Sono figlia di Consolazione, bionda Madre elettiva, da me fragorosamente delusa.
Non sembrano premesse favorevoli a scagionarsi dalla constatazione d’essere vivi.
Ma la vita ci ignora, ignora soprattutto i pregiudizi e l’ovvio. Tutto cicatrizza, a nostra insaputa. Le ferite si aprono e si chiudono come valve nel fondo del mare della dimenticanza, gli episodi sommersi lampeggiano, mentre la nostra superficie agisce, compra una giacca di velluto liscio color granata, fa benzina.
Mentre scendiamo dall’autobus con le buste della spesa
il mare, sotto, muove la sua misura gigantesca, manovra le sue leve nell’olio azzurro del Tempo.
E noi, in alto, splendiamo.
E le parole vanno via da noi, semi sparsi come costellazioni nell’aria trasparente del mattino.
Le parole ricordano tutto, quello che non sappiamo di ricordare. Per ciò, affidiamo loro la memoria. Per poi dimenticare, ancora e ancora, ripassare il raschietto sulla cera dei giorni.

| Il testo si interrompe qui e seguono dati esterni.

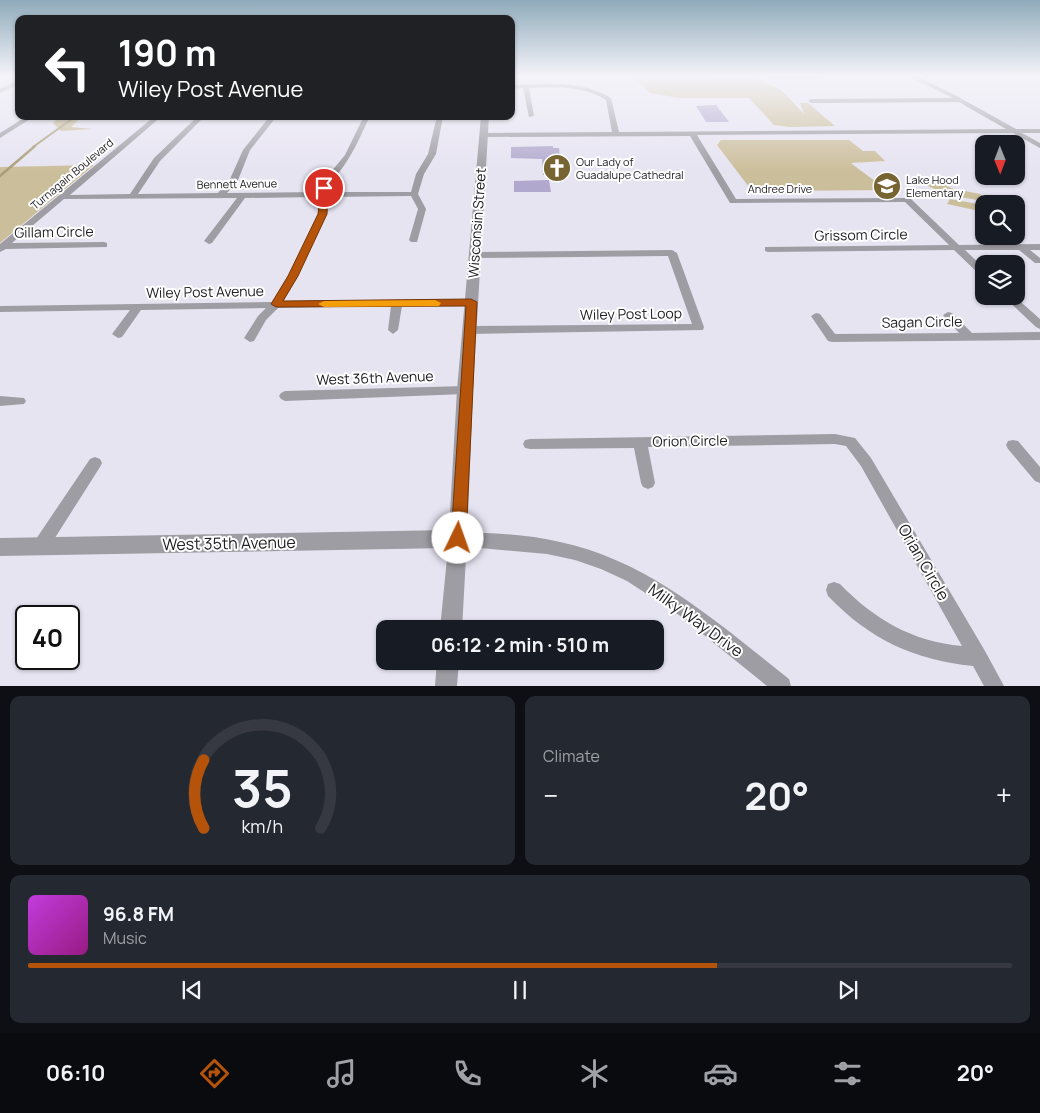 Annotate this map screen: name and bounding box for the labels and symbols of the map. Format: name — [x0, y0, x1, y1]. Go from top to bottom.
street label: Turnagain Boulevard — [27, 135, 116, 213]
north arrow — [975, 135, 1025, 185]
church icon: Our Lady of Guadalupe Cathedral — [542, 153, 572, 183]
place label: Our Lady of Guadalupe Cathedral — [576, 154, 684, 182]
pin — [303, 167, 345, 209]
street label: Wisconsin Street — [463, 167, 490, 279]
school or university icon: Lake Hood Elementary — [872, 171, 902, 201]
place label: Lake Hood Elementary — [906, 172, 964, 200]
street label: Bennett Avenue — [197, 175, 278, 192]
street label: Andree Drive — [748, 181, 813, 196]
street label: Gillam Circle — [14, 221, 94, 242]
street label: Grissom Circle — [814, 224, 908, 245]
street label: Wiley Post Avenue — [146, 281, 264, 302]
street label: Wiley Post Loop — [580, 303, 682, 324]
street label: Sagan Circle — [881, 311, 963, 332]
street label: West 36th Avenue — [316, 366, 434, 389]
street label: Orion Circle — [652, 430, 728, 451]
position arrow — [431, 511, 483, 563]
street label: Orian Circle — [893, 520, 955, 604]
street label: West 35th Avenue — [162, 531, 296, 555]
street label: Milky Way Drive — [644, 578, 748, 662]
speed limit sign: 40 — [15, 605, 80, 670]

E le parole vanno via da noi, dalla cera impassibile dei nostri volti, e attivano le leve submarine di altri esseri umani, uguali a noi. Che splendono, talvolta, come noi splendiamo. Senza saperlo.
E tu, che leggi
ridi, rovescia in riso
la medaglia dell’Innominabile!
E mettimi di lato, mettimi tra quelli che, per sopravvivere, sono diventati sensitivi.
A causa di un’improvvisa scossa di assestamento delle mura domestiche. Ovvero di un’inezia dalle proporzioni colossali.
Dopo quel giorno, niente è come prima e il non amato (cioè il non vivo, il mostriciattolo) deve fiutare l’aria, osservare le scariche di temporale che si preparano, nell’ombra delle camere da letto.
Egli vuole, tutto sommato, continuare a vivere.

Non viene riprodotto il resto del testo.